▸ **Try it**: An exact copy of the lines from the top of the data through the line with "function paint(path, color)" is what you should give, with no pictures in it.

(Collected data entries)
···
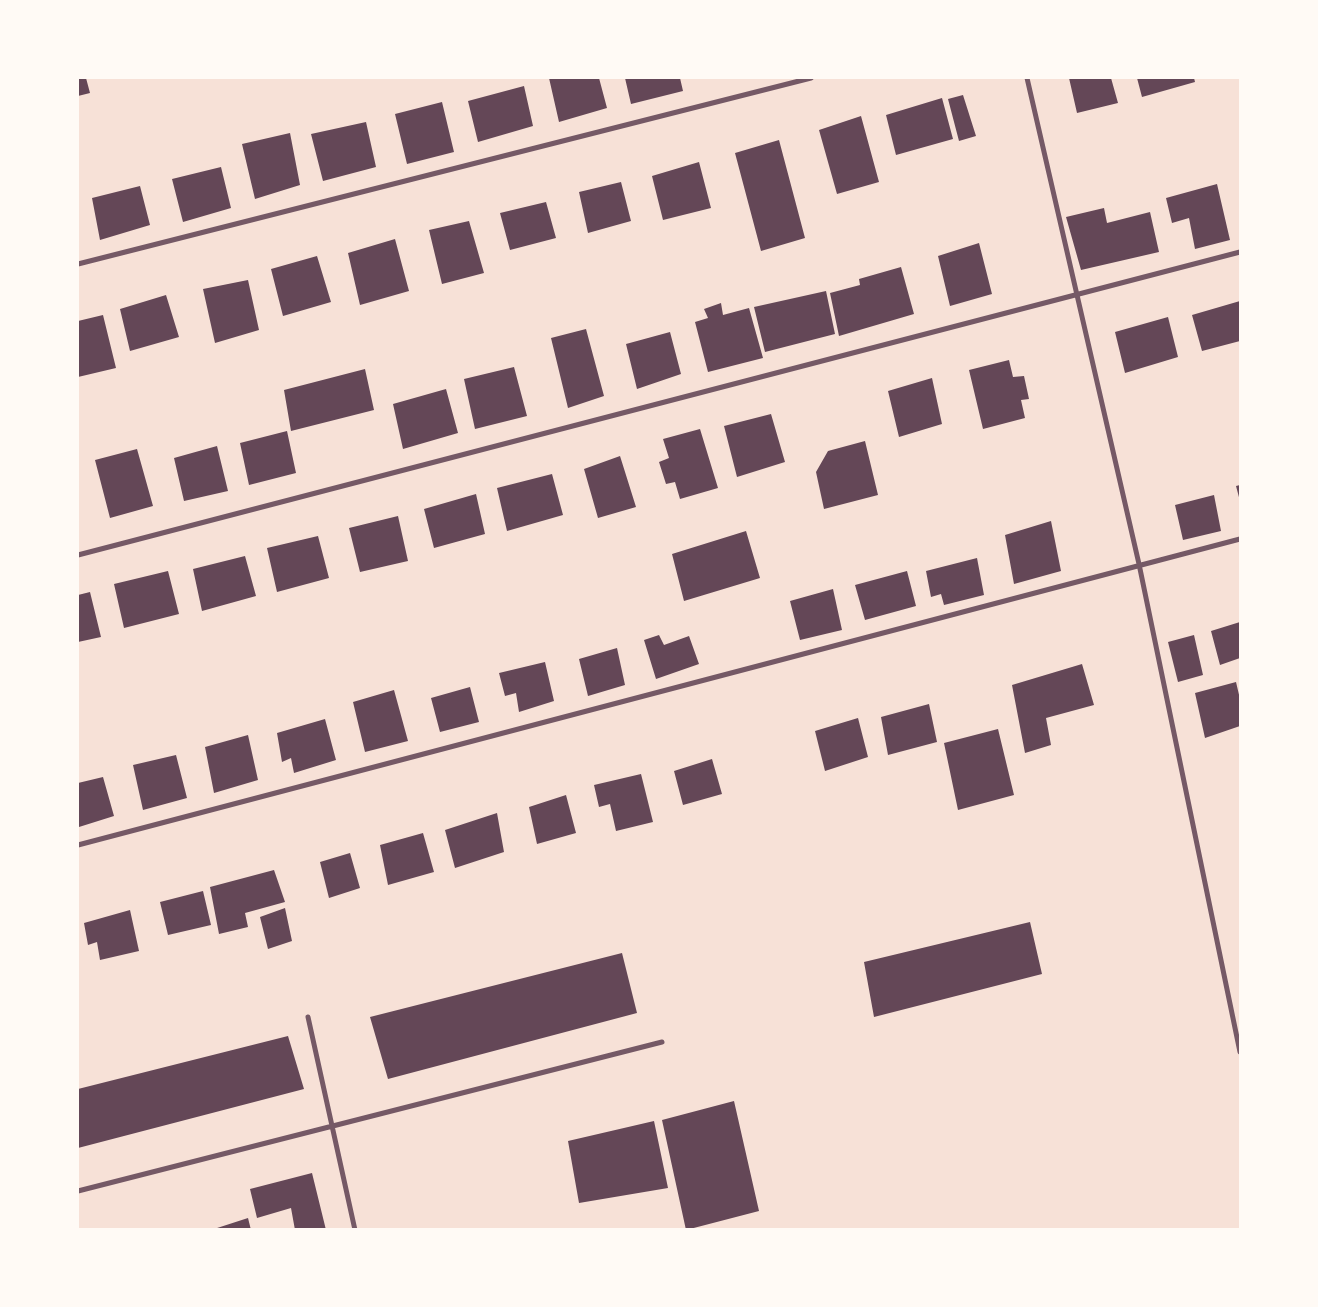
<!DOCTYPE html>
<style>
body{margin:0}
#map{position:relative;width:1318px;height:1307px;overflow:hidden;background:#f7e1d7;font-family:"Golos Text",sans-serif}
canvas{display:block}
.frame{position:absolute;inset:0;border:79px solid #fffaf5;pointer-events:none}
</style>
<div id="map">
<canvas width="1318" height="1307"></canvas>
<div class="frame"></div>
</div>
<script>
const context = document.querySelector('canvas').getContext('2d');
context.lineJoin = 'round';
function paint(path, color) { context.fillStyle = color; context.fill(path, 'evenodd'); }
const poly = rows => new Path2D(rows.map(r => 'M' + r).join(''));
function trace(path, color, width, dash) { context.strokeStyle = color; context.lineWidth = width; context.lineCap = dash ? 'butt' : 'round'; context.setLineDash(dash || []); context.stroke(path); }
paint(poly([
 [78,78,86,78,90,93,78,96],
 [549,78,599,78,607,108,559,122],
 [625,78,680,78,683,91,631,104],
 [1069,78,1111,78,1118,103,1077,113],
 [1137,78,1194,78,1195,82,1142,97],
 [524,86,533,126,478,142,468,101],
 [963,95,976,136,959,141,948,99],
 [942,98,953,139,896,155,886,115],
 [442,102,454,152,407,164,395,114],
 [861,116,879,182,837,194,819,130],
 [366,122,376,167,323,181,311,134],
 [290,133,300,185,255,199,242,144],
 [779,140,805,238,761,251,735,153],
 [699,162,711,208,663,220,652,176],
 [221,167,231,208,183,222,172,179],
 [621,182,631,221,588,233,579,192],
 [1217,184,1230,240,1195,249,1189,218,1172,223,1166,198],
 [140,186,150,225,100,240,92,198],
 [546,202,556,238,510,250,500,213],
 [1104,208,1107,223,1150,212,1159,252,1081,270,1066,217],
 [469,221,484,273,442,284,429,230],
 [395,239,409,291,360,305,348,253],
 [979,243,992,294,950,306,938,256],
 [317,256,331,302,283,316,271,269],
 [901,267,914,314,839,336,830,293,860,285,859,279],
 [248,280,259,330,215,343,203,289],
 [826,291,835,334,765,352,754,307],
 [166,295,179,337,130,351,120,309],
 [1240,301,1240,341,1202,351,1192,315],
 [721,303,723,315,749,308,763,358,708,372,695,322,708,318,704,309],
 [103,315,116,368,78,377,78,321],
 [1168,317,1178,357,1125,373,1115,332],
 [586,329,604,396,568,408,551,338],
 [670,332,681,374,637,389,626,344],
 [1009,360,1013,377,1024,376,1029,399,1021,400,1025,418,983,429,969,370],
 [514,367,527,416,475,429,464,379],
 [365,369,374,410,291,431,284,390],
 [932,378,942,424,899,437,888,391],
 [446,389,458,433,403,449,393,404],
 [771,414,785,462,737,477,724,426],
 [700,429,718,488,680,499,675,482,666,484,659,462,669,458,663,439],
 [287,431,296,473,249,485,240,443],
 [865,441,878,495,824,509,816,472,828,451],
 [217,446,228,491,184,501,174,458],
 [137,449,153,506,110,518,95,460],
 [620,456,636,507,598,518,584,469],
 [552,474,563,515,507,531,497,488],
 [1240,485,1240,501,1236,486],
 [476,494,485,534,434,548,424,509],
 [1214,495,1221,531,1183,540,1175,505],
 [398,516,408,561,360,572,349,528],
 [1051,521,1061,571,1014,584,1005,535],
 [746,531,760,578,684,601,672,554],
 [318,536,329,578,277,592,267,548],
 [245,556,256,596,202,611,193,569],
 [977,558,984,595,944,605,941,594,931,597,926,571],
 [168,571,179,614,124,628,114,584],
 [907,571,916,606,865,620,855,585],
 [833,589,842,630,800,640,790,601],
 [90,592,101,637,78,642,78,595],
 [1240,622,1240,658,1220,665,1211,631],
 [659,635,664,645,689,636,699,664,656,679,644,640],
 [1194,635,1203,675,1178,682,1168,642],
 [617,648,625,685,588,696,579,659],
 [545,662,554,701,519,712,516,693,505,696,499,673],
 [1082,664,1094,705,1046,718,1051,745,1025,753,1012,685],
 [1236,682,1240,699,1240,726,1205,738,1195,693],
 [470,687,479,722,440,732,431,698],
 [394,690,408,741,365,752,353,702],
 [929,704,937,742,888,755,881,717],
 [858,718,868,757,825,771,815,731],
 [325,719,336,760,294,773,291,758,282,762,277,733],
 [998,729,1014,795,958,810,944,743],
 [248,735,258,780,214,793,205,747],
 [176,755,187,798,143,810,133,765],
 [712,759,722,794,683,805,674,771],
 [641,774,653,822,616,831,610,804,599,807,594,785],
 [103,777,114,816,79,827,78,783],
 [566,795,576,833,537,844,529,807],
 [497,813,504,852,455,868,445,830],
 [423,833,434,872,388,885,380,845],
 [350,853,360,888,329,898,320,862],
 [274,870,285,902,245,913,248,927,219,934,210,887],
 [203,891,211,925,168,935,160,902],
 [285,908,292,941,268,949,260,917],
 [130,910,139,951,100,960,97,942,88,945,84,923],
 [1030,922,1042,974,874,1017,864,962],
 [622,953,637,1013,388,1079,370,1017],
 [288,1036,304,1089,78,1148,78,1089],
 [734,1101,759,1211,686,1230,662,1120],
 [654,1121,668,1188,579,1203,568,1141],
 [312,1173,326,1230,295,1230,291,1208,257,1218,250,1189],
 [248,1218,251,1230,214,1230,214,1229]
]), '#644757');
trace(poly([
 [1027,78,1139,564,1240,1052],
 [78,264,811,78],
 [78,555,1240,252],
 [78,845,1240,539],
 [308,1017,355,1230],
 [78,1191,662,1042]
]), '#755966', 5);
</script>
···
▸ **Worked solution**:
<!DOCTYPE html>
<style>
body{margin:0}
#map{position:relative;width:1318px;height:1307px;overflow:hidden;background:#f7e1d7;font-family:"Golos Text",sans-serif}
canvas{display:block}
.frame{position:absolute;inset:0;border:79px solid #fffaf5;pointer-events:none}
</style>
<div id="map">
<canvas width="1318" height="1307"></canvas>
<div class="frame"></div>
</div>
<script>
const context = document.querySelector('canvas').getContext('2d');
context.lineJoin = 'round';
function paint(path, color) { context.fillStyle = color; context.fill(path, 'evenodd'); }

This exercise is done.